Exercise.
Each line from the beginning of the entries below through the line that includes "Instruction: Transcribe the" must be returned exactly as given.

Start of Supplied data

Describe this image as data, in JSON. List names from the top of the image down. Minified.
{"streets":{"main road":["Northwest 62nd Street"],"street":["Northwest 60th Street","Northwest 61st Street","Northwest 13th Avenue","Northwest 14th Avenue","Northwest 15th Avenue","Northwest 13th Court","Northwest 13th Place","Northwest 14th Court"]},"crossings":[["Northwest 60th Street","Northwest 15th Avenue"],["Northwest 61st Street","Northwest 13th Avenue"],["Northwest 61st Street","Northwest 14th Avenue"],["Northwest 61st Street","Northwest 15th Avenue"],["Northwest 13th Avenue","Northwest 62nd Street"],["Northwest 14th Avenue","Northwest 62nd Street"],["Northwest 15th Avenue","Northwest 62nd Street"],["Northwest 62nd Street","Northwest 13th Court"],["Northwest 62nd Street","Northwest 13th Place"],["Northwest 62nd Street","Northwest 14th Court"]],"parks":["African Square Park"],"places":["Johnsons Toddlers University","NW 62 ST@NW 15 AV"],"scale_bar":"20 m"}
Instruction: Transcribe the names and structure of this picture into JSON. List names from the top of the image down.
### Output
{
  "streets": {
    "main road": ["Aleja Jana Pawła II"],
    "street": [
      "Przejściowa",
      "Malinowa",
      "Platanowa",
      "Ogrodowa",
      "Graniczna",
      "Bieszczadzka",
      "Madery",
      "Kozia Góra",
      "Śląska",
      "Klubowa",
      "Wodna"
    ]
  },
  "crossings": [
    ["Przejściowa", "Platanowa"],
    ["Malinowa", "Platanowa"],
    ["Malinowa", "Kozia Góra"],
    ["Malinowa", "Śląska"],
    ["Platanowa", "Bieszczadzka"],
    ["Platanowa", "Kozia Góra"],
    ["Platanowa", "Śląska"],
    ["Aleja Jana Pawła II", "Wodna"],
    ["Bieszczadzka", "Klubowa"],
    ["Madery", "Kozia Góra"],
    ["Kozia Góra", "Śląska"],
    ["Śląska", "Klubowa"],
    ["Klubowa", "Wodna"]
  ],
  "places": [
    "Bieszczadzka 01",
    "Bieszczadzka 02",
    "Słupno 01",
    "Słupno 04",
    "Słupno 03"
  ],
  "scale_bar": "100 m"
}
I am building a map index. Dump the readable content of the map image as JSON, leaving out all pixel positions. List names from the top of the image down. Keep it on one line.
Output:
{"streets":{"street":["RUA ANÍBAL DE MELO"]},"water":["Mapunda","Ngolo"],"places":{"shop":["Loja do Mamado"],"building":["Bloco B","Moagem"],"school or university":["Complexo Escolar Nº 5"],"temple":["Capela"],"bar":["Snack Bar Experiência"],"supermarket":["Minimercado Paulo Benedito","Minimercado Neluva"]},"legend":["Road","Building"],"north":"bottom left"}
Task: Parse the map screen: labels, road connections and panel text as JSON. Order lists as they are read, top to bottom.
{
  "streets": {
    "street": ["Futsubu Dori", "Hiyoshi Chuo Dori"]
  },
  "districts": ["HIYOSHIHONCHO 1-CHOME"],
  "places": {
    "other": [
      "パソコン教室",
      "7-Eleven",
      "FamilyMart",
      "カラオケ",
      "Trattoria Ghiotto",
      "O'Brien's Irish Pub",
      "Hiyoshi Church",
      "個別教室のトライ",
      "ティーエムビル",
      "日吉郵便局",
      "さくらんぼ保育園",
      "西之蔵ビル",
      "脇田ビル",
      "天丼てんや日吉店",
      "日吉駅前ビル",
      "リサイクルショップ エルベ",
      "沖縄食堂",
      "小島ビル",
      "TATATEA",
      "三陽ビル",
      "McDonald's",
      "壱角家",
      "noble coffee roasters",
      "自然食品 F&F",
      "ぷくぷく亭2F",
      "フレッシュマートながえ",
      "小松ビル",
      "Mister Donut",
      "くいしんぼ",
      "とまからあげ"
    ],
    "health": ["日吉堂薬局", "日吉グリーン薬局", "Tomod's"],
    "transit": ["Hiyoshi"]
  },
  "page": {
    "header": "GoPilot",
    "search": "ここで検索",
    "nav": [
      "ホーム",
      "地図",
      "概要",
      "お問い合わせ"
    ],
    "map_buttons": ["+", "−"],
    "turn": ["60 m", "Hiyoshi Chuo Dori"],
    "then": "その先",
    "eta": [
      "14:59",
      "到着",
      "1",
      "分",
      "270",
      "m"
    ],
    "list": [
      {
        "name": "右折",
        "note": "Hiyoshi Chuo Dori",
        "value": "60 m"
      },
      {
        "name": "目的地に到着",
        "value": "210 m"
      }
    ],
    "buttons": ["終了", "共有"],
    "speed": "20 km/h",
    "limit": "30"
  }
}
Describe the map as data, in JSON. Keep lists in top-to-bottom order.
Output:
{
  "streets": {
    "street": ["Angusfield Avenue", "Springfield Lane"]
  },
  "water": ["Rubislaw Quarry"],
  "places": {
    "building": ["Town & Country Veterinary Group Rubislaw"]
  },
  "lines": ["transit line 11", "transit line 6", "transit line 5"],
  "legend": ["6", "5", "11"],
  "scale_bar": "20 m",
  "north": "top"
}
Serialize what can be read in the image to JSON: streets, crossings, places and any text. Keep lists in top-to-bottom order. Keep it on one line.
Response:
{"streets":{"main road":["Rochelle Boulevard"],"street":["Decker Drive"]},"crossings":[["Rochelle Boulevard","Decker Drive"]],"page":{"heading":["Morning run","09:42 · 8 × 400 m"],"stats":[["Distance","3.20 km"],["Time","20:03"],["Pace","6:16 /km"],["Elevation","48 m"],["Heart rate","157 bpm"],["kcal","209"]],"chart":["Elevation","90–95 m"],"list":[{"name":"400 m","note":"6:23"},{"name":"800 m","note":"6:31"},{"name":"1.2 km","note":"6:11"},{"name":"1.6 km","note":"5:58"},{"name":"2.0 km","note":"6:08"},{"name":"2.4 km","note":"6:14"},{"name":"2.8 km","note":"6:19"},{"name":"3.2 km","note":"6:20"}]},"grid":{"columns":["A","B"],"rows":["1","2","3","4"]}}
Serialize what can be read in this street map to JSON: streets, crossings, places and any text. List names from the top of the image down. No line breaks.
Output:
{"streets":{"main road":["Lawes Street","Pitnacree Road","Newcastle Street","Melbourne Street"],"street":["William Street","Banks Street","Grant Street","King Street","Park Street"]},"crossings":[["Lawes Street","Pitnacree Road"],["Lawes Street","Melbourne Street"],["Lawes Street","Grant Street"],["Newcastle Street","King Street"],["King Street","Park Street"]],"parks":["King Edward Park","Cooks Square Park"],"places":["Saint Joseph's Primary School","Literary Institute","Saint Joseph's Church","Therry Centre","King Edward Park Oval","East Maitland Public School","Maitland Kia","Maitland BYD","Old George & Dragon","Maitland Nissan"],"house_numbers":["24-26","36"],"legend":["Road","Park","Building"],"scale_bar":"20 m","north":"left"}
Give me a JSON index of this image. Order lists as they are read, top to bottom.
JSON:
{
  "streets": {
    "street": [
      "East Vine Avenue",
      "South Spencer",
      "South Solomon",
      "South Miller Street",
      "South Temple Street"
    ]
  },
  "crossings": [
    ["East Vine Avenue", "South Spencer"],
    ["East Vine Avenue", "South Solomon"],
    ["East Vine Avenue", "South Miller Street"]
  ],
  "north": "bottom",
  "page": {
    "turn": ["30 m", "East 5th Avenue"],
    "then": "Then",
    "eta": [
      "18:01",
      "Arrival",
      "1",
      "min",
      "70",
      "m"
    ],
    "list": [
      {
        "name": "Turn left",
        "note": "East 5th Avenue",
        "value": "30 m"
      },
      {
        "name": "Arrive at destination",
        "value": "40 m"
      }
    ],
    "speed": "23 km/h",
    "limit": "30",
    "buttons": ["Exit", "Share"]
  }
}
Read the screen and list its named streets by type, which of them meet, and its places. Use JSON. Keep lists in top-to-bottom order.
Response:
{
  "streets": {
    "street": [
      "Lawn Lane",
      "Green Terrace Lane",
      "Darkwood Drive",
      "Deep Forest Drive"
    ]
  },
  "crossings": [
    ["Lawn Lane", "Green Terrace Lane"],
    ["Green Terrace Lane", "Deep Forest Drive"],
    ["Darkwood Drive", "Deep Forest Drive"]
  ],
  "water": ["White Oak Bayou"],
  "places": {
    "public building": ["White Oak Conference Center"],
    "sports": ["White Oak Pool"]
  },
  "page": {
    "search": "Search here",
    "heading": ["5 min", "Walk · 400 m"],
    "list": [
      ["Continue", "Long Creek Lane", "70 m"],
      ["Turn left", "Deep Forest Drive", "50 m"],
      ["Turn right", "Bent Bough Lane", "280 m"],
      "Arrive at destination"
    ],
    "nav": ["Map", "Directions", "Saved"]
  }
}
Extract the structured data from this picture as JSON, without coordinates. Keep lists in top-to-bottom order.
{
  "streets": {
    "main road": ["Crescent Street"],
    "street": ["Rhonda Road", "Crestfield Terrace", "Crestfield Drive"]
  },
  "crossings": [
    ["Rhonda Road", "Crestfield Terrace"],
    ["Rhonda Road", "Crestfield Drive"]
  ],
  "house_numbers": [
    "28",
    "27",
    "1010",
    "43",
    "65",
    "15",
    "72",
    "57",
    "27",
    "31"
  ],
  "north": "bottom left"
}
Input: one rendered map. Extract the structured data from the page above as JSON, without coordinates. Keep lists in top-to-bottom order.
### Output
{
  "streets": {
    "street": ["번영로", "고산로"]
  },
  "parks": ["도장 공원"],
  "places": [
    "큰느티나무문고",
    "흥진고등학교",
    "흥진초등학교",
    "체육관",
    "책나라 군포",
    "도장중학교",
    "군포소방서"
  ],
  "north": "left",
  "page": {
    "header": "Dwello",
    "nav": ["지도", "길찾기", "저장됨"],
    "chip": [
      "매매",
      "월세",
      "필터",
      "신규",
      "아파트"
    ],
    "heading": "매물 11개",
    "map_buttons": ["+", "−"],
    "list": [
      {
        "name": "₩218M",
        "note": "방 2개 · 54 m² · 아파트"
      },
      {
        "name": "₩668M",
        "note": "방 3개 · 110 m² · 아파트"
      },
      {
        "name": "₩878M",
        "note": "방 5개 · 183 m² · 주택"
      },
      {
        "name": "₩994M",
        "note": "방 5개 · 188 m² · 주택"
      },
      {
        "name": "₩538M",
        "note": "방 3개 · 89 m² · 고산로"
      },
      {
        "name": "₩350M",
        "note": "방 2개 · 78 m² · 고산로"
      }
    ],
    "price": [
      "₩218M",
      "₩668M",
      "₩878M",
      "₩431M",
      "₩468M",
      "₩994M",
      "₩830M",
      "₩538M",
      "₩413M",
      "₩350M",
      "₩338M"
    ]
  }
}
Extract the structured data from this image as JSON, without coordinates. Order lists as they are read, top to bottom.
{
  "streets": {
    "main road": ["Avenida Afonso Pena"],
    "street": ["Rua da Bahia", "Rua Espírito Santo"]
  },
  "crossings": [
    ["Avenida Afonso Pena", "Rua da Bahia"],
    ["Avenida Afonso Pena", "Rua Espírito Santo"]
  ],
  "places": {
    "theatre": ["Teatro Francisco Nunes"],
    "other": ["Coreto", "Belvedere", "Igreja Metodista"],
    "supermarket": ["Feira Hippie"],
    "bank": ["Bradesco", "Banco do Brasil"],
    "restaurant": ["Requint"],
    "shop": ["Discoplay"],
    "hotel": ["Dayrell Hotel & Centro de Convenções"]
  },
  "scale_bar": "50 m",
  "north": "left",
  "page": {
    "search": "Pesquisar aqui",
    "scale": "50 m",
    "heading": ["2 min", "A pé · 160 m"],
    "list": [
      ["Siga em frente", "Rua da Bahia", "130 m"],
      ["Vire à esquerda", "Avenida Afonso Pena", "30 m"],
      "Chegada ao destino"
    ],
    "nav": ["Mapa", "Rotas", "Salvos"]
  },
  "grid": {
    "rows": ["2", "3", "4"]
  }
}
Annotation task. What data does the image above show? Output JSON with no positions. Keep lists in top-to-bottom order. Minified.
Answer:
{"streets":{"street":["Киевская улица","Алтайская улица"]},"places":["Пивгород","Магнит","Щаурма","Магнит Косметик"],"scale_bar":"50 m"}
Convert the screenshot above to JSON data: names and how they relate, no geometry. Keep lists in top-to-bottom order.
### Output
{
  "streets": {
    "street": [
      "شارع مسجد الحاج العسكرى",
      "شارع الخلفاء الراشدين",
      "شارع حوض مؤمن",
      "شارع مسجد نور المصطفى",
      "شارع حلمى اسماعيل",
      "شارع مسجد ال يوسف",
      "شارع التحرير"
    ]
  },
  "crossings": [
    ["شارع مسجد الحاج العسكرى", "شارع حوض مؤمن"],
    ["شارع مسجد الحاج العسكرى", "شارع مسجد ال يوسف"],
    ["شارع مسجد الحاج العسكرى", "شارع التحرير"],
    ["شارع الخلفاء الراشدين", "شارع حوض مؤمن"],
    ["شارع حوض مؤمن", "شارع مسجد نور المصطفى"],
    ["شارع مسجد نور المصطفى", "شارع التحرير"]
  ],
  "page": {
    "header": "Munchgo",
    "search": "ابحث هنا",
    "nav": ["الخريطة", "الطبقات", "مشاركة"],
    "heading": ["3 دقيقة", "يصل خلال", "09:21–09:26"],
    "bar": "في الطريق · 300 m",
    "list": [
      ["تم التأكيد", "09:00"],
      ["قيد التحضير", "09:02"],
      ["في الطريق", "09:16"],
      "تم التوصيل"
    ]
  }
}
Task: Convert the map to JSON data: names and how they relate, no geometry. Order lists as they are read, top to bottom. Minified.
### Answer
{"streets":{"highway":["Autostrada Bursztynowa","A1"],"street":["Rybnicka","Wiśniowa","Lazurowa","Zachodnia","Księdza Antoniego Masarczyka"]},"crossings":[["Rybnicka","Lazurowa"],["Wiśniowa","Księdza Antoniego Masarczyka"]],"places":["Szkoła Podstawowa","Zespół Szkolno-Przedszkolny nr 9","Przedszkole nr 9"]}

End of Supplied data

Output of the exercise.
Describe this image as data, in JSON. List names from the top of the image down. Minified.
{"streets":{"main road":["Northwest 62nd Street"],"street":["Northwest 60th Street","Northwest 61st Street","Northwest 13th Avenue","Northwest 14th Avenue","Northwest 15th Avenue","Northwest 13th Court","Northwest 13th Place","Northwest 14th Court"]},"crossings":[["Northwest 60th Street","Northwest 15th Avenue"],["Northwest 61st Street","Northwest 13th Avenue"],["Northwest 61st Street","Northwest 14th Avenue"],["Northwest 61st Street","Northwest 15th Avenue"],["Northwest 13th Avenue","Northwest 62nd Street"],["Northwest 14th Avenue","Northwest 62nd Street"],["Northwest 15th Avenue","Northwest 62nd Street"],["Northwest 62nd Street","Northwest 13th Court"],["Northwest 62nd Street","Northwest 13th Place"],["Northwest 62nd Street","Northwest 14th Court"]],"parks":["African Square Park"],"places":["Johnsons Toddlers University","NW 62 ST@NW 15 AV"],"scale_bar":"20 m"}
Instruction: Transcribe the names and structure of this picture into JSON. List names from the top of the image down.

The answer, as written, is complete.